You’d run over to the first place you saw baguettes and I’d stay in the street to watch the left side of my coat fill with weeping drops. You’d come back with a mouth full of bread. ‘Try it!’ You’d muffle and shove the chewed side under my chin. We’d both believe it was something new and amazing even though it tasted exactly like the bread we bought at home; the bread we only bought when it had an orange discount sticker.
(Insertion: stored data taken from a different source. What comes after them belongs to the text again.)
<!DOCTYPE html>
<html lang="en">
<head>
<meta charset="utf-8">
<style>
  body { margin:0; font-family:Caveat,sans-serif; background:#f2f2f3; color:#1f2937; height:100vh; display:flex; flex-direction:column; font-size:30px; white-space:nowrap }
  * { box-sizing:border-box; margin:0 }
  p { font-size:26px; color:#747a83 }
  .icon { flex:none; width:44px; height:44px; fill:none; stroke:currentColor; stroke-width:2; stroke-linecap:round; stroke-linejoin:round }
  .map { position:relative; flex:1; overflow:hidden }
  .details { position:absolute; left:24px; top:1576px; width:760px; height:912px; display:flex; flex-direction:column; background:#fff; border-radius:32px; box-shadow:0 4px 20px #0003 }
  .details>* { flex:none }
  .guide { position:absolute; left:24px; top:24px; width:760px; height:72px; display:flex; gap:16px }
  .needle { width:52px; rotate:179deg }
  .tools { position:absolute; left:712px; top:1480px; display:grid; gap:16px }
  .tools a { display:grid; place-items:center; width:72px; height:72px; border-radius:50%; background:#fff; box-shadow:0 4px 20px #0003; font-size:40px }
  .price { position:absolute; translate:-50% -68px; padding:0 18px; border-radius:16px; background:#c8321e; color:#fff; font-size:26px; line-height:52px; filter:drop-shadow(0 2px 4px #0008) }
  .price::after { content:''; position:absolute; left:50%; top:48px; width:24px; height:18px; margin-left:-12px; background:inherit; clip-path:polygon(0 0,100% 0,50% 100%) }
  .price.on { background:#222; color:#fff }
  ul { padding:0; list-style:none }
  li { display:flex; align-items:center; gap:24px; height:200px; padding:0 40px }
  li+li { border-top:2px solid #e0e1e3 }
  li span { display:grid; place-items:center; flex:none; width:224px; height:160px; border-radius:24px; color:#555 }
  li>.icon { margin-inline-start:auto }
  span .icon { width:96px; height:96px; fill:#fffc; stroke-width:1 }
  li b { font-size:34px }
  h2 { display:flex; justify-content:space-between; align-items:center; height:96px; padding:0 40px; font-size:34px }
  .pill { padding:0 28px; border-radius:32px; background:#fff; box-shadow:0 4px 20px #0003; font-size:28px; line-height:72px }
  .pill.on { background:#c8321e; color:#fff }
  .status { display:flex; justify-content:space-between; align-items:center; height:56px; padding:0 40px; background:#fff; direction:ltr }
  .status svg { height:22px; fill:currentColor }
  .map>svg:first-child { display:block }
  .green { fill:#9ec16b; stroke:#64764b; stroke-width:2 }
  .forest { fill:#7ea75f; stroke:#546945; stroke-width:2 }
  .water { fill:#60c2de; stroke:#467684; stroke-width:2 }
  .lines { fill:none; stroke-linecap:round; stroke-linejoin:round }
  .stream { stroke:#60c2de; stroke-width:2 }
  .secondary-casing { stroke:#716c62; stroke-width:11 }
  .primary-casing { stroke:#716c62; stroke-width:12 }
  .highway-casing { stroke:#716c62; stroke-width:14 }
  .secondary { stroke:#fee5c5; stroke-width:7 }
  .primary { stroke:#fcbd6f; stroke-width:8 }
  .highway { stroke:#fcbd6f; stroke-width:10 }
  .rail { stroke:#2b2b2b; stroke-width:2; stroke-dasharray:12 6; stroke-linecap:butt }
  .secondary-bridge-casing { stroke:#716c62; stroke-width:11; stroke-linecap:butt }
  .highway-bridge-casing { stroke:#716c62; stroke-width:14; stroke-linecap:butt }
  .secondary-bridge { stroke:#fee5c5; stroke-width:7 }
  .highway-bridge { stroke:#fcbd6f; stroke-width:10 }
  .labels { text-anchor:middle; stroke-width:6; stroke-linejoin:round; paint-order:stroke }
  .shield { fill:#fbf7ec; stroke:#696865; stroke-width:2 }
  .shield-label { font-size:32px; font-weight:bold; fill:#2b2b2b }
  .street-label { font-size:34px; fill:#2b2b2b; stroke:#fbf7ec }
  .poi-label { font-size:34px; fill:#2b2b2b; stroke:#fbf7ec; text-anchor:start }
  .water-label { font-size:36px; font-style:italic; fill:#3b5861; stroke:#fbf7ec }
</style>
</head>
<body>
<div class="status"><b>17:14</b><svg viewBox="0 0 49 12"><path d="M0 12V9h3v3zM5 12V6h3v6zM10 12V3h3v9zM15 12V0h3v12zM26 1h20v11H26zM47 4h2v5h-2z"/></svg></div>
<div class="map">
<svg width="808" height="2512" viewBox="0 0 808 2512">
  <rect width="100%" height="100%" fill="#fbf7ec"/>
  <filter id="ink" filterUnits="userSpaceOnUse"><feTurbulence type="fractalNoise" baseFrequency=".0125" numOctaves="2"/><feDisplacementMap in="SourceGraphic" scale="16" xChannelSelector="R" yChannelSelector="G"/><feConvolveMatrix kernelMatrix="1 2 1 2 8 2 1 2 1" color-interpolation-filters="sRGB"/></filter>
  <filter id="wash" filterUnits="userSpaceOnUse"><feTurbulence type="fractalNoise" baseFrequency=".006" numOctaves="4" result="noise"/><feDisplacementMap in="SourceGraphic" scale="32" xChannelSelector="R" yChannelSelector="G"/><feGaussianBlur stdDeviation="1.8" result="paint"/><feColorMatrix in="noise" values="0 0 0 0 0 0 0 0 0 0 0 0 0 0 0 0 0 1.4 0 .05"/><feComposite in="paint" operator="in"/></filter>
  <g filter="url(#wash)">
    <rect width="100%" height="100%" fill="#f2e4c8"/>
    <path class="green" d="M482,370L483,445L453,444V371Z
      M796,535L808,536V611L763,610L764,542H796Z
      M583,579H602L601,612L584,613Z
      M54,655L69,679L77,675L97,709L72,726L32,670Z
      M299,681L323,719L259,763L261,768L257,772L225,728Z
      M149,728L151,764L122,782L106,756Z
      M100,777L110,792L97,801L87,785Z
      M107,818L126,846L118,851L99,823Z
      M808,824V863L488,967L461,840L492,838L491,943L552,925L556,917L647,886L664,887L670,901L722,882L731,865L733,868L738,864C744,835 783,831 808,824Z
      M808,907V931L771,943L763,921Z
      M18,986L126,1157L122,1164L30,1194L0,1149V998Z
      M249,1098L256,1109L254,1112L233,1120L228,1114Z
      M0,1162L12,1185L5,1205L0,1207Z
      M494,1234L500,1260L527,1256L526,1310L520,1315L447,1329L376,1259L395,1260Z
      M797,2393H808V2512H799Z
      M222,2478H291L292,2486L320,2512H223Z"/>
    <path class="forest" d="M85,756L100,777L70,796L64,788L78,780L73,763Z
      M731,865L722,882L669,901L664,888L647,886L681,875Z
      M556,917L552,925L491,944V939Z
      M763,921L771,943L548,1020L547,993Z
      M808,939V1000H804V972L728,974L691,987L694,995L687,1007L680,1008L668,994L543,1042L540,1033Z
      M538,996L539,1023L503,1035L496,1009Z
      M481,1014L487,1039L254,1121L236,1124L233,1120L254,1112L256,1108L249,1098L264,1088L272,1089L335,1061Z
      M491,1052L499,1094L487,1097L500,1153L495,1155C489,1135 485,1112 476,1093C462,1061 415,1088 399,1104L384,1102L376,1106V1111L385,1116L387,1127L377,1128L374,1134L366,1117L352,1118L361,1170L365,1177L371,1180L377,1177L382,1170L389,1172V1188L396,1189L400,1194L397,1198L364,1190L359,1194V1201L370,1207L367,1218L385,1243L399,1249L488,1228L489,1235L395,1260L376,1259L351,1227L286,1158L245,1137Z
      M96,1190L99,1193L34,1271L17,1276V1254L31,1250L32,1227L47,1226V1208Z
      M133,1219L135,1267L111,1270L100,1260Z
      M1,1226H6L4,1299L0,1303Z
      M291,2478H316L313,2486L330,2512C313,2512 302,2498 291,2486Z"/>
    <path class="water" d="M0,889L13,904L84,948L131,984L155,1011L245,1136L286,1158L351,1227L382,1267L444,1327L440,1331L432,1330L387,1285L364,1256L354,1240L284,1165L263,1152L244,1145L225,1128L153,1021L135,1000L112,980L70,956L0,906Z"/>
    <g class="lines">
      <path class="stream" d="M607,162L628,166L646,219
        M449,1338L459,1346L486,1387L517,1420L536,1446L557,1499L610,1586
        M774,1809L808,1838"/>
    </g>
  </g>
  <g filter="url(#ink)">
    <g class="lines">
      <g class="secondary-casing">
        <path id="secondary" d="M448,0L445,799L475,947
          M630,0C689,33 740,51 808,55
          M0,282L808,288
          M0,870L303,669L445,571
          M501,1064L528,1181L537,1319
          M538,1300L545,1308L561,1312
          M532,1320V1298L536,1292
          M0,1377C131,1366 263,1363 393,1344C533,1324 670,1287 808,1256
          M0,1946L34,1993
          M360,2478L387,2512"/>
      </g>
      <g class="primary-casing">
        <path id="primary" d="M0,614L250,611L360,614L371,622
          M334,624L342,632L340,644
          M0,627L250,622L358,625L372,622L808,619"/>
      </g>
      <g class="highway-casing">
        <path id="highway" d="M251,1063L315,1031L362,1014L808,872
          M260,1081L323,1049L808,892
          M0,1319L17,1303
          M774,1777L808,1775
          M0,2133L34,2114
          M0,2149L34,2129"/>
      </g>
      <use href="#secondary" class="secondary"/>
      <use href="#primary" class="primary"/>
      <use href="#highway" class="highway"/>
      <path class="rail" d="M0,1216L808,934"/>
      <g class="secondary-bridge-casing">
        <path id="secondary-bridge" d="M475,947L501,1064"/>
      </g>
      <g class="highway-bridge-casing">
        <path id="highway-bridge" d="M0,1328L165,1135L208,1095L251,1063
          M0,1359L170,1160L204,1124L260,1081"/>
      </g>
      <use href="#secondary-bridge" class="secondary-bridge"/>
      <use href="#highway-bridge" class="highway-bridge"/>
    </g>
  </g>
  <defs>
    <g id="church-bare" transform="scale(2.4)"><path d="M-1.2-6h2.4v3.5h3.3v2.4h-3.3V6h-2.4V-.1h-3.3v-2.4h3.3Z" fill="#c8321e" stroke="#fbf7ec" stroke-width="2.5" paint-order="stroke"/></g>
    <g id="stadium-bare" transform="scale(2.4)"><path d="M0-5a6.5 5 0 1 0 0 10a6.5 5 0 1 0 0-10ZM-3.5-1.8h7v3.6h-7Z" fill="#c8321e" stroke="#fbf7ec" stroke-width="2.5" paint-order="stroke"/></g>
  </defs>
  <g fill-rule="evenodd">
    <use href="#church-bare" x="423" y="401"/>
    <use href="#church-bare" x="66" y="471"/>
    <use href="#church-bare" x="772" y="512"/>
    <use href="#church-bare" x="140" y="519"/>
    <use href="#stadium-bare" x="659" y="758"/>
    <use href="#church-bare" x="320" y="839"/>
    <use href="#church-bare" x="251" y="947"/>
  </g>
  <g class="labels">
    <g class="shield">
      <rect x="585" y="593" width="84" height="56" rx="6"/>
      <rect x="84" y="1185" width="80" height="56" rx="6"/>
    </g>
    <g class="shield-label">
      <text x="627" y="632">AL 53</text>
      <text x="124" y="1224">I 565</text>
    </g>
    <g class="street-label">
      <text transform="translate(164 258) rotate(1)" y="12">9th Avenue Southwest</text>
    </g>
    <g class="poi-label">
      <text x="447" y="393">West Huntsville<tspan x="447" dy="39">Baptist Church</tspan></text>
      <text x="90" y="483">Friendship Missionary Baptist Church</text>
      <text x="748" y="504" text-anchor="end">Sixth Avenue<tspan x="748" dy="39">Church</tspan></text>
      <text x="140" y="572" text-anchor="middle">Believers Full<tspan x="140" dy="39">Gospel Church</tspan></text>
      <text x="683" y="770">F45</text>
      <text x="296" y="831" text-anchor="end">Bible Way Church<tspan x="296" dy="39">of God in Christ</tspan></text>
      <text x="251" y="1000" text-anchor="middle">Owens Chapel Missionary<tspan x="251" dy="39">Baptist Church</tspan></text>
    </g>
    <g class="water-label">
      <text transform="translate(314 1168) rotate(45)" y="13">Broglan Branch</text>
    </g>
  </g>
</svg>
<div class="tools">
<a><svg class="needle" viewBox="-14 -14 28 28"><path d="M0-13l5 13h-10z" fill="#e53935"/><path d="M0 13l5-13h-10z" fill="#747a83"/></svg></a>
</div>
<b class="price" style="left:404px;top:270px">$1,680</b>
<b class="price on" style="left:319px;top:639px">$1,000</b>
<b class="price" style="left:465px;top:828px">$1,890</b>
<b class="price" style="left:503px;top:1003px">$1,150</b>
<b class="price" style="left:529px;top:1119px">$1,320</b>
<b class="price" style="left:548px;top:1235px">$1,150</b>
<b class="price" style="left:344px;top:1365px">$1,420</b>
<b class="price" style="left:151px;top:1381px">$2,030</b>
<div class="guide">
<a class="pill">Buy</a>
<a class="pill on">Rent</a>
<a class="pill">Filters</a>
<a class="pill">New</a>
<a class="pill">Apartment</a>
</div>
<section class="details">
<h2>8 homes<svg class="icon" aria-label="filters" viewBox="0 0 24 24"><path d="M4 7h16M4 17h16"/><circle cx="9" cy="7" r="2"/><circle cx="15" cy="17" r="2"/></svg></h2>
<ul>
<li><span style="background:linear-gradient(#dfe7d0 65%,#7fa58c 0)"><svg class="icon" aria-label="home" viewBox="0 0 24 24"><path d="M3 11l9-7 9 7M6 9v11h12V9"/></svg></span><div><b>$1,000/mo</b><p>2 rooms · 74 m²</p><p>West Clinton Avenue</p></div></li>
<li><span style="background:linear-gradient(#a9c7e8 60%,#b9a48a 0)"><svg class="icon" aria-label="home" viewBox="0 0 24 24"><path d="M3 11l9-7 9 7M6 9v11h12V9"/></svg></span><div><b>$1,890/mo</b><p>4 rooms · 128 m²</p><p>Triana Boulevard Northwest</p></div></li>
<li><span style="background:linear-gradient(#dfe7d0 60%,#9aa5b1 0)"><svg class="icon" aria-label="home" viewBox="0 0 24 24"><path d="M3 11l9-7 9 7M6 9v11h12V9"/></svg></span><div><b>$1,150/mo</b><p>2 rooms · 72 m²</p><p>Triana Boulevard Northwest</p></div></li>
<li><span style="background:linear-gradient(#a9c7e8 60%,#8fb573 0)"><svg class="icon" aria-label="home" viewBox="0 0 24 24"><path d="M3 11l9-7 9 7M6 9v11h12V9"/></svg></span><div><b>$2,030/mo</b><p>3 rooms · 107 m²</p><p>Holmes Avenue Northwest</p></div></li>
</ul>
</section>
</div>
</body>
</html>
That night I’d take your coat inside the doorway of our hotel room. I’d turn to put it on the rack and even though I couldn’t hear you turn, I’d know that you were waiting for me to turn back around. To turn into you and hold you close for the hundredth first time that day, the thousandth first time that week, for that I’d be waiting too. I would have been waiting that whole day just like every day before that. To turn to face you and be recognized like I recognize you; It’s all I ever wait for.”

The young man and the young woman made love that night listening to the rains of Paris beating like a thousand hearts against their window, then the following night above the noisy street splendor of Hanami and, the night after, under the brilliant stars of the Blue Desert.